TRY IT: Nothing but the records themselves, exactly as written, should appear in the reply; leave out the pictures.

─── RECORDED INFORMATION ───

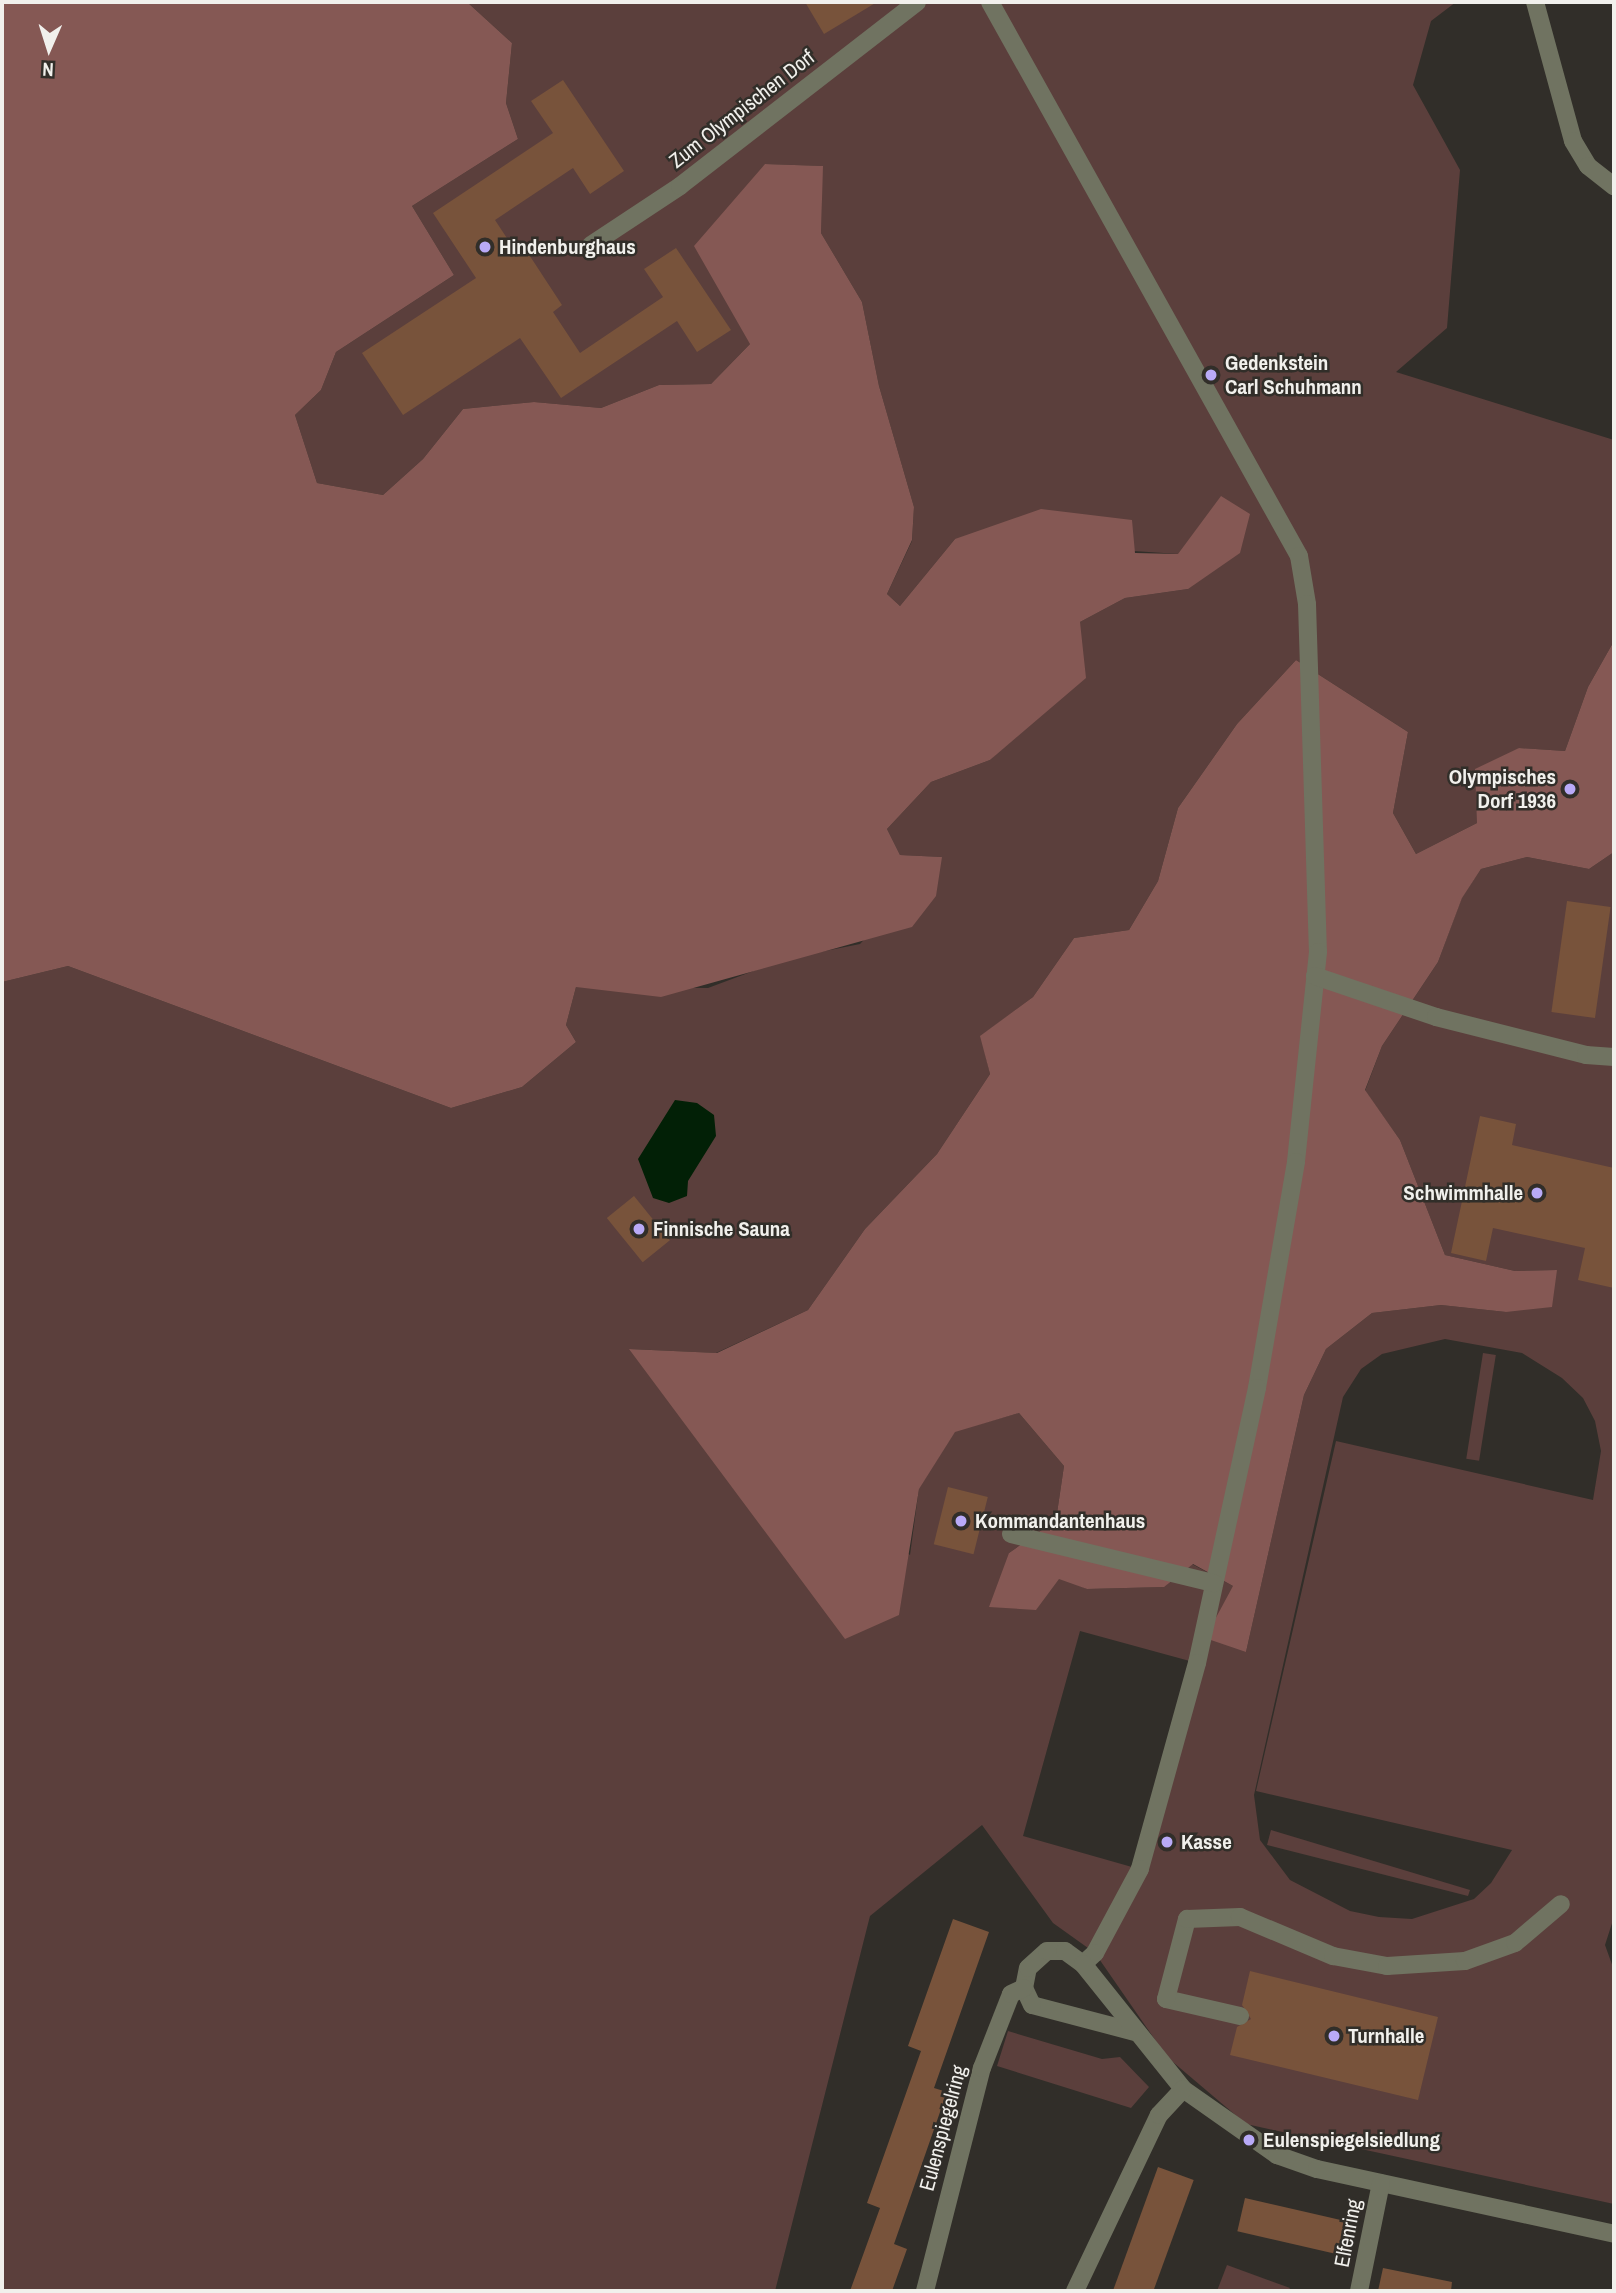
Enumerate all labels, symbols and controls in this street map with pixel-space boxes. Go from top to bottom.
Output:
north arrow [14,14,84,84]
street label: Zum Olympischen Dorf [664,45,820,173]
text: N [42,57,54,83]
place label: Hindenburghaus [499,234,636,260]
marker: Hindenburghaus [477,239,493,255]
place label: Gedenkstein Carl Schuhmann [1225,350,1362,400]
marker: Gedenkstein Carl Schuhmann [1203,367,1219,383]
place label: Olympisches Dorf 1936 [1449,764,1556,814]
marker: Olympisches Dorf 1936 [1562,781,1578,797]
place label: Schwimmhalle [1403,1180,1523,1206]
marker: Schwimmhalle [1529,1185,1545,1201]
place label: Finnische Sauna [653,1216,790,1242]
marker: Finnische Sauna [631,1221,647,1237]
place label: Kommandantenhaus [975,1508,1145,1534]
marker: Kommandantenhaus [953,1513,969,1529]
place label: Kasse [1181,1829,1232,1855]
marker: Kasse [1159,1834,1175,1850]
place label: Turnhalle [1348,2023,1424,2049]
marker: Turnhalle [1326,2028,1342,2044]
street label: Eulenspiegelring [914,2062,972,2194]
place label: Eulenspiegelsiedlung [1263,2127,1440,2153]
marker: Eulenspiegelsiedlung [1241,2132,1257,2148]
street label: Elfenring [1329,2197,1367,2269]

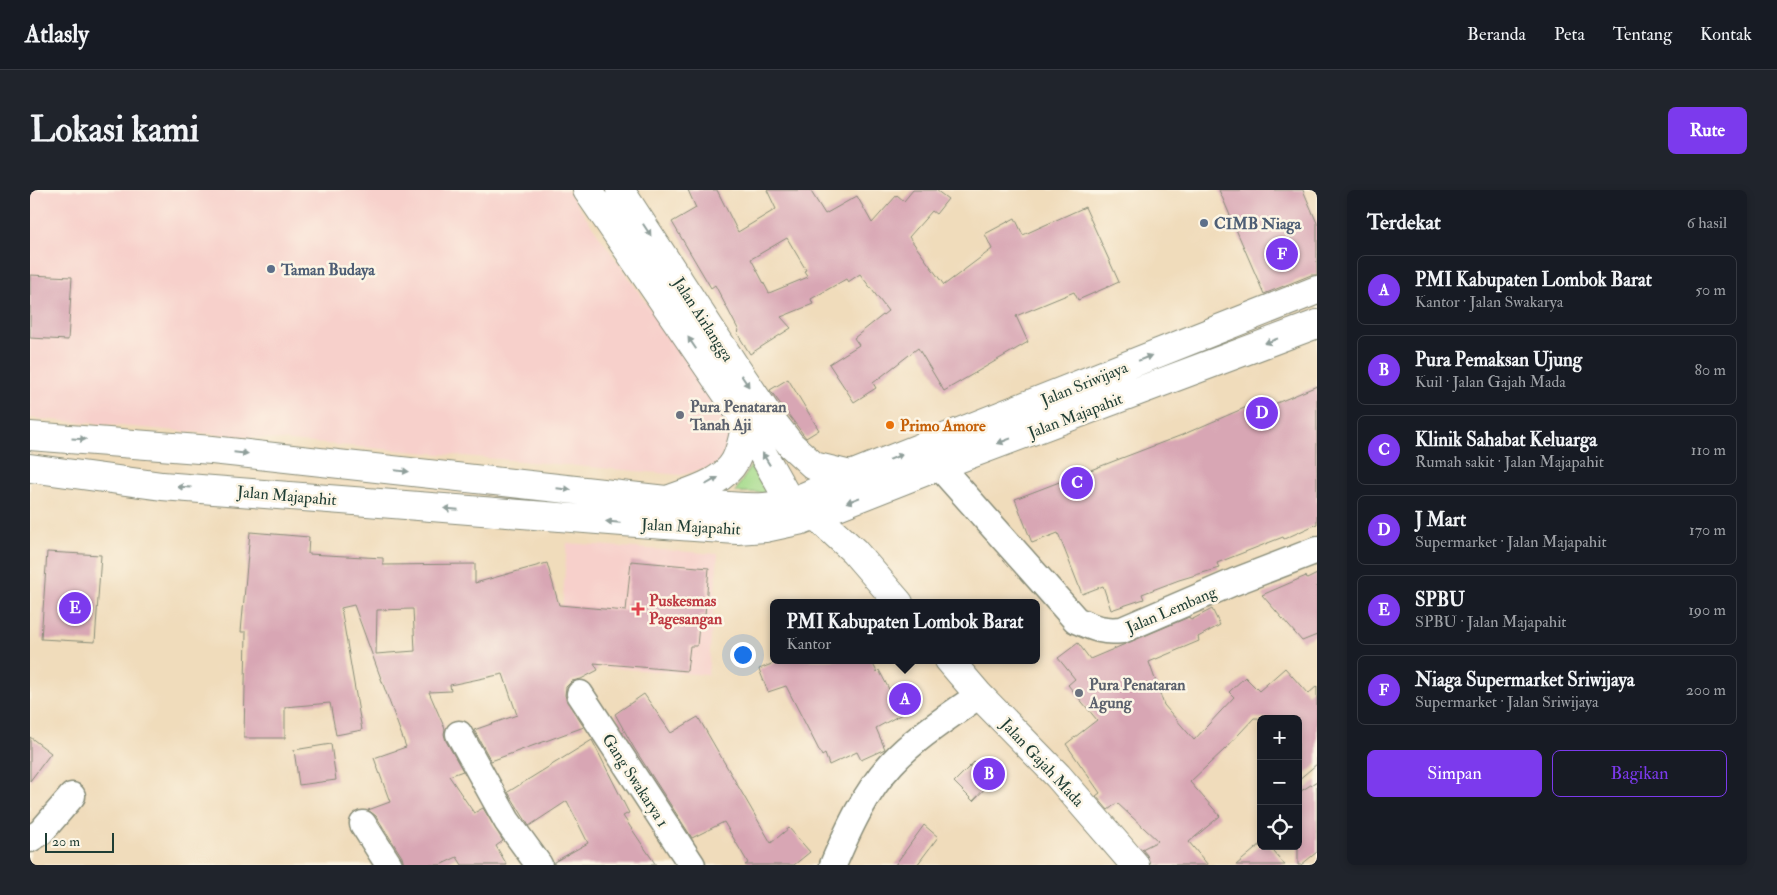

───

SOLUTION FOR THIS EXERCISE:
Enumerate all labels, symbols and controls in this street map with pixel-space boxes. Go from top to bottom.
Output:
north arrow [14,14,84,84]
street label: Zum Olympischen Dorf [664,45,820,173]
text: N [42,57,54,83]
place label: Hindenburghaus [499,234,636,260]
marker: Hindenburghaus [477,239,493,255]
place label: Gedenkstein Carl Schuhmann [1225,350,1362,400]
marker: Gedenkstein Carl Schuhmann [1203,367,1219,383]
place label: Olympisches Dorf 1936 [1449,764,1556,814]
marker: Olympisches Dorf 1936 [1562,781,1578,797]
place label: Schwimmhalle [1403,1180,1523,1206]
marker: Schwimmhalle [1529,1185,1545,1201]
place label: Finnische Sauna [653,1216,790,1242]
marker: Finnische Sauna [631,1221,647,1237]
place label: Kommandantenhaus [975,1508,1145,1534]
marker: Kommandantenhaus [953,1513,969,1529]
place label: Kasse [1181,1829,1232,1855]
marker: Kasse [1159,1834,1175,1850]
place label: Turnhalle [1348,2023,1424,2049]
marker: Turnhalle [1326,2028,1342,2044]
street label: Eulenspiegelring [914,2062,972,2194]
place label: Eulenspiegelsiedlung [1263,2127,1440,2153]
marker: Eulenspiegelsiedlung [1241,2132,1257,2148]
street label: Elfenring [1329,2197,1367,2269]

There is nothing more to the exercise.